### Task directions
Go through the entries below. Copy each line in which "Uşaq" appears.

[Extracted records]
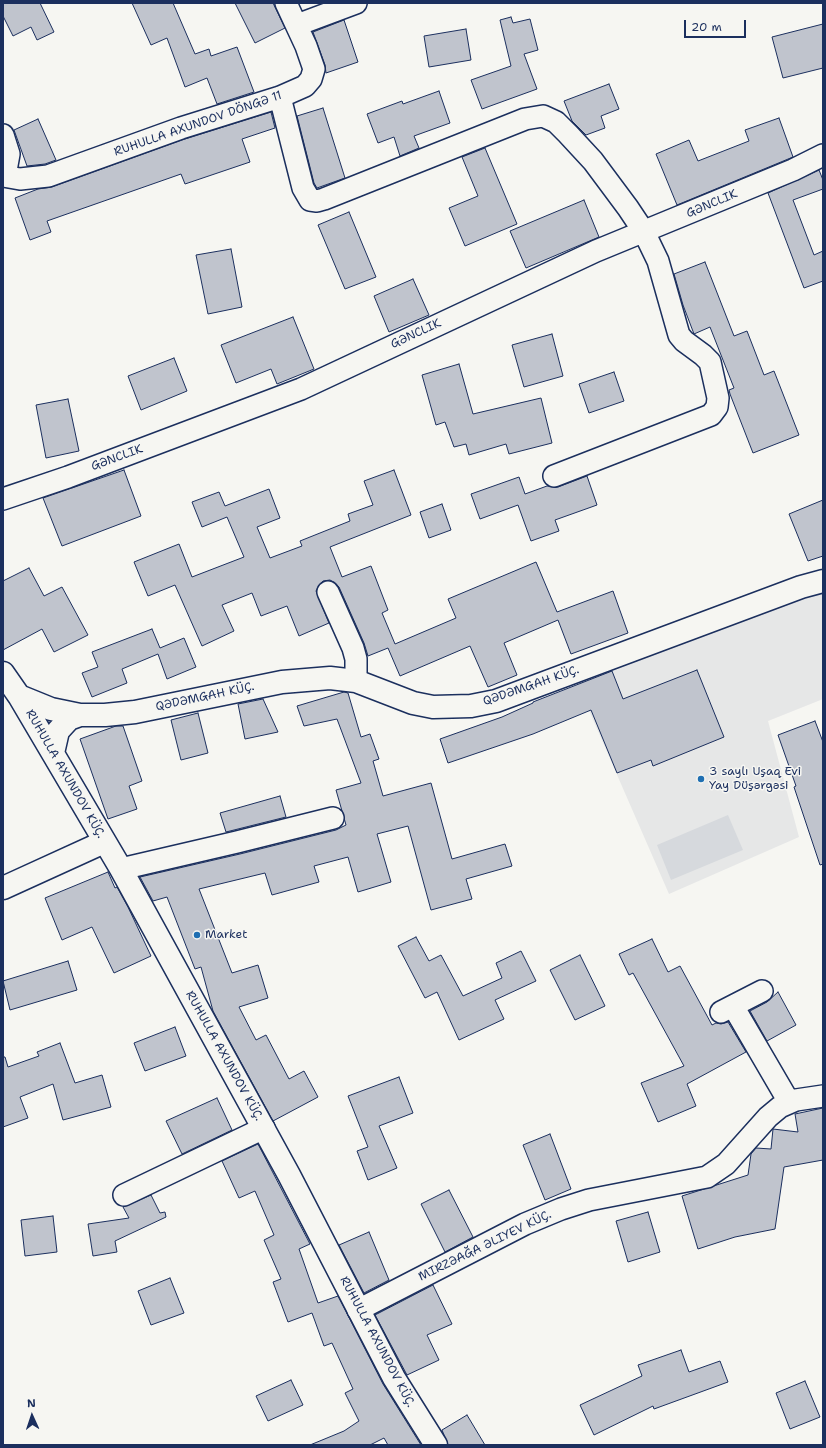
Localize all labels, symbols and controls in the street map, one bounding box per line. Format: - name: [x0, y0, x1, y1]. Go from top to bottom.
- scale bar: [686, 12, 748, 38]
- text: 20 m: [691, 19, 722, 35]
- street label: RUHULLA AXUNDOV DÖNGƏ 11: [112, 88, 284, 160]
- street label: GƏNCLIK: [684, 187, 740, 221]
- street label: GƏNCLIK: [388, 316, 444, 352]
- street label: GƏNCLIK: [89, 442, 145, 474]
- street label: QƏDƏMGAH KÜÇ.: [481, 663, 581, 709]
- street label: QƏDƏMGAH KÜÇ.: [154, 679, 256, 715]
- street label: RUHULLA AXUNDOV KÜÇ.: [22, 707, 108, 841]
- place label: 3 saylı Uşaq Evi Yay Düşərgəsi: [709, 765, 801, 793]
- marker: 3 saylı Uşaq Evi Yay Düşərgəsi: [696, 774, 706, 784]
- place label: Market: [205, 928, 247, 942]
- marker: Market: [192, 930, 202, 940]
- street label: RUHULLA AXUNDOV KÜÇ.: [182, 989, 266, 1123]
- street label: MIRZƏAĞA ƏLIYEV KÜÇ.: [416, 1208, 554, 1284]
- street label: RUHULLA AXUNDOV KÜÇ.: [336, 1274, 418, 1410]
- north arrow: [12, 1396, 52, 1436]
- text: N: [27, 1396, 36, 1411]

### Written answer
- place label: 3 saylı Uşaq Evi Yay Düşərgəsi: [709, 765, 801, 793]
- marker: 3 saylı Uşaq Evi Yay Düşərgəsi: [696, 774, 706, 784]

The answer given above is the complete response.